• Work instruction: Return each entry precisely as it appears below.

• Dataset records:
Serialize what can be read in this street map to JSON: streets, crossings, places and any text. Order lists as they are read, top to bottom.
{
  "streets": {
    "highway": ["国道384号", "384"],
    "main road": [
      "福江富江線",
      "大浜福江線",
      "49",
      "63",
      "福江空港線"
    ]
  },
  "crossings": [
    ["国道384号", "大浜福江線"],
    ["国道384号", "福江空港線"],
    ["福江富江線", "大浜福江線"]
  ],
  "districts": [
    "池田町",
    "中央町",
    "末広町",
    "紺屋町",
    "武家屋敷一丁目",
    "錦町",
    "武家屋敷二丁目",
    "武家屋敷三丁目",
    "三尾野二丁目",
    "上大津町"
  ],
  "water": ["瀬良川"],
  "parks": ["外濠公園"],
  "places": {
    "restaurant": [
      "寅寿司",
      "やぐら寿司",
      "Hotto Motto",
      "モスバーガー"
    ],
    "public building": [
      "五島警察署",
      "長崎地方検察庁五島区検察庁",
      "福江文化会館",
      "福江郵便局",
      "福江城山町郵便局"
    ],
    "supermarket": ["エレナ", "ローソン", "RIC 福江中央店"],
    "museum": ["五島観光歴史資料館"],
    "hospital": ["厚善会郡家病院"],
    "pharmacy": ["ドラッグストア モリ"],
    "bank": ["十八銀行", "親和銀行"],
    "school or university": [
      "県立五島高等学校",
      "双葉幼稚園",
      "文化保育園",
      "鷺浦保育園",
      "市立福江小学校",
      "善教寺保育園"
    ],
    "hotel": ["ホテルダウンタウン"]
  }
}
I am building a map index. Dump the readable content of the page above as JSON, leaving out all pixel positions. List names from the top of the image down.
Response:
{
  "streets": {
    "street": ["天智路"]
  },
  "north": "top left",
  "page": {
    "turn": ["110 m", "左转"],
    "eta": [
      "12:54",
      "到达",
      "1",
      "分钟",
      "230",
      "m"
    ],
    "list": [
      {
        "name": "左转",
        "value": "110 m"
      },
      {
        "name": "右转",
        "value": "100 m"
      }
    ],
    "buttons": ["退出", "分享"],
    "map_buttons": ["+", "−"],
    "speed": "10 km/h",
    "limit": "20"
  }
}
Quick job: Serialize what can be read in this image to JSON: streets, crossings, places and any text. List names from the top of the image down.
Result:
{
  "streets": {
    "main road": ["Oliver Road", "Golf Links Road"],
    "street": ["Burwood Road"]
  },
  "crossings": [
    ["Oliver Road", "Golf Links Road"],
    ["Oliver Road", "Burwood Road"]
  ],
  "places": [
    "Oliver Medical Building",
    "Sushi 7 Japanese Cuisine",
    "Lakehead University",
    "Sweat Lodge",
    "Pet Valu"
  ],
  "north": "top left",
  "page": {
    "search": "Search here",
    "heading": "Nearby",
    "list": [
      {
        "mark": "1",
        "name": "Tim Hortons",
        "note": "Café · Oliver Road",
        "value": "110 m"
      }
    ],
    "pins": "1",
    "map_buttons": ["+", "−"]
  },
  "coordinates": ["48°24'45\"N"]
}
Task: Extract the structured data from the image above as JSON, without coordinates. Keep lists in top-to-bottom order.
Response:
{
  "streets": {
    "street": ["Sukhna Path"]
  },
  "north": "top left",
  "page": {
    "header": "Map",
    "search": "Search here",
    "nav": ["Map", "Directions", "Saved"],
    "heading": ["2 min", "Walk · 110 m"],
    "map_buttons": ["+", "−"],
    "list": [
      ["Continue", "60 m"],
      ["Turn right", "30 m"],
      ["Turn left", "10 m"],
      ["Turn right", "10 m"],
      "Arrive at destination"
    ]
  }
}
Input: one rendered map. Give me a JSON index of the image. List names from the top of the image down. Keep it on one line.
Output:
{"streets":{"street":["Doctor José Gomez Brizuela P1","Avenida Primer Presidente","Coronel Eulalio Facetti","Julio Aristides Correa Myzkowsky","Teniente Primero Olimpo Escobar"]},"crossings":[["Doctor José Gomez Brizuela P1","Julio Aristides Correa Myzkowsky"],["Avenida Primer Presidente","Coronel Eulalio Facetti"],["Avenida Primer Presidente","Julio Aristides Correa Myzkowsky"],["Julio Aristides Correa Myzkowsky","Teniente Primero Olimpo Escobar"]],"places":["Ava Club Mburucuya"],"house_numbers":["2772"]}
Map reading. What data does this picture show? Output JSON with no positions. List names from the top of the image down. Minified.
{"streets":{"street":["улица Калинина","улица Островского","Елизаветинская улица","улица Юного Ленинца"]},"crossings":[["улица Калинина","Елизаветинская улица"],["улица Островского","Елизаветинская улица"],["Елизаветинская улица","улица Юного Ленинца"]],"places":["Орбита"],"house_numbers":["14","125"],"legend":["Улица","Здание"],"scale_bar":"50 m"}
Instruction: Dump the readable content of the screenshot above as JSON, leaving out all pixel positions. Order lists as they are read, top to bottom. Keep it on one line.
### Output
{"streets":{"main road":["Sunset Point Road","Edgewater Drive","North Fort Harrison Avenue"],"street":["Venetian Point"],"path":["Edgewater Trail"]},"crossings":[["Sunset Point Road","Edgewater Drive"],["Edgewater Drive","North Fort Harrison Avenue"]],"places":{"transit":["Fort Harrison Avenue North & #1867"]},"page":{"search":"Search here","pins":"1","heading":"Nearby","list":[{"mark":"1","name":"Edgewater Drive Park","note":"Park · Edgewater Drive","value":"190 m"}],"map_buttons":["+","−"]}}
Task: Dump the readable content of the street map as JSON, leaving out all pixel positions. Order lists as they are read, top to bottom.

• Expected answer:
Serialize what can be read in this street map to JSON: streets, crossings, places and any text. Order lists as they are read, top to bottom.
{
  "streets": {
    "highway": ["国道384号", "384"],
    "main road": [
      "福江富江線",
      "大浜福江線",
      "49",
      "63",
      "福江空港線"
    ]
  },
  "crossings": [
    ["国道384号", "大浜福江線"],
    ["国道384号", "福江空港線"],
    ["福江富江線", "大浜福江線"]
  ],
  "districts": [
    "池田町",
    "中央町",
    "末広町",
    "紺屋町",
    "武家屋敷一丁目",
    "錦町",
    "武家屋敷二丁目",
    "武家屋敷三丁目",
    "三尾野二丁目",
    "上大津町"
  ],
  "water": ["瀬良川"],
  "parks": ["外濠公園"],
  "places": {
    "restaurant": [
      "寅寿司",
      "やぐら寿司",
      "Hotto Motto",
      "モスバーガー"
    ],
    "public building": [
      "五島警察署",
      "長崎地方検察庁五島区検察庁",
      "福江文化会館",
      "福江郵便局",
      "福江城山町郵便局"
    ],
    "supermarket": ["エレナ", "ローソン", "RIC 福江中央店"],
    "museum": ["五島観光歴史資料館"],
    "hospital": ["厚善会郡家病院"],
    "pharmacy": ["ドラッグストア モリ"],
    "bank": ["十八銀行", "親和銀行"],
    "school or university": [
      "県立五島高等学校",
      "双葉幼稚園",
      "文化保育園",
      "鷺浦保育園",
      "市立福江小学校",
      "善教寺保育園"
    ],
    "hotel": ["ホテルダウンタウン"]
  }
}
I am building a map index. Dump the readable content of the page above as JSON, leaving out all pixel positions. List names from the top of the image down.
Response:
{
  "streets": {
    "street": ["天智路"]
  },
  "north": "top left",
  "page": {
    "turn": ["110 m", "左转"],
    "eta": [
      "12:54",
      "到达",
      "1",
      "分钟",
      "230",
      "m"
    ],
    "list": [
      {
        "name": "左转",
        "value": "110 m"
      },
      {
        "name": "右转",
        "value": "100 m"
      }
    ],
    "buttons": ["退出", "分享"],
    "map_buttons": ["+", "−"],
    "speed": "10 km/h",
    "limit": "20"
  }
}
Quick job: Serialize what can be read in this image to JSON: streets, crossings, places and any text. List names from the top of the image down.
Result:
{
  "streets": {
    "main road": ["Oliver Road", "Golf Links Road"],
    "street": ["Burwood Road"]
  },
  "crossings": [
    ["Oliver Road", "Golf Links Road"],
    ["Oliver Road", "Burwood Road"]
  ],
  "places": [
    "Oliver Medical Building",
    "Sushi 7 Japanese Cuisine",
    "Lakehead University",
    "Sweat Lodge",
    "Pet Valu"
  ],
  "north": "top left",
  "page": {
    "search": "Search here",
    "heading": "Nearby",
    "list": [
      {
        "mark": "1",
        "name": "Tim Hortons",
        "note": "Café · Oliver Road",
        "value": "110 m"
      }
    ],
    "pins": "1",
    "map_buttons": ["+", "−"]
  },
  "coordinates": ["48°24'45\"N"]
}
Task: Extract the structured data from the image above as JSON, without coordinates. Keep lists in top-to-bottom order.
Response:
{
  "streets": {
    "street": ["Sukhna Path"]
  },
  "north": "top left",
  "page": {
    "header": "Map",
    "search": "Search here",
    "nav": ["Map", "Directions", "Saved"],
    "heading": ["2 min", "Walk · 110 m"],
    "map_buttons": ["+", "−"],
    "list": [
      ["Continue", "60 m"],
      ["Turn right", "30 m"],
      ["Turn left", "10 m"],
      ["Turn right", "10 m"],
      "Arrive at destination"
    ]
  }
}
Input: one rendered map. Give me a JSON index of the image. List names from the top of the image down. Keep it on one line.
Output:
{"streets":{"street":["Doctor José Gomez Brizuela P1","Avenida Primer Presidente","Coronel Eulalio Facetti","Julio Aristides Correa Myzkowsky","Teniente Primero Olimpo Escobar"]},"crossings":[["Doctor José Gomez Brizuela P1","Julio Aristides Correa Myzkowsky"],["Avenida Primer Presidente","Coronel Eulalio Facetti"],["Avenida Primer Presidente","Julio Aristides Correa Myzkowsky"],["Julio Aristides Correa Myzkowsky","Teniente Primero Olimpo Escobar"]],"places":["Ava Club Mburucuya"],"house_numbers":["2772"]}
Map reading. What data does this picture show? Output JSON with no positions. List names from the top of the image down. Minified.
{"streets":{"street":["улица Калинина","улица Островского","Елизаветинская улица","улица Юного Ленинца"]},"crossings":[["улица Калинина","Елизаветинская улица"],["улица Островского","Елизаветинская улица"],["Елизаветинская улица","улица Юного Ленинца"]],"places":["Орбита"],"house_numbers":["14","125"],"legend":["Улица","Здание"],"scale_bar":"50 m"}
Instruction: Dump the readable content of the screenshot above as JSON, leaving out all pixel positions. Order lists as they are read, top to bottom. Keep it on one line.
### Output
{"streets":{"main road":["Sunset Point Road","Edgewater Drive","North Fort Harrison Avenue"],"street":["Venetian Point"],"path":["Edgewater Trail"]},"crossings":[["Sunset Point Road","Edgewater Drive"],["Edgewater Drive","North Fort Harrison Avenue"]],"places":{"transit":["Fort Harrison Avenue North & #1867"]},"page":{"search":"Search here","pins":"1","heading":"Nearby","list":[{"mark":"1","name":"Edgewater Drive Park","note":"Park · Edgewater Drive","value":"190 m"}],"map_buttons":["+","−"]}}
Task: Dump the readable content of the street map as JSON, leaving out all pixel positions. Order lists as they are read, top to bottom.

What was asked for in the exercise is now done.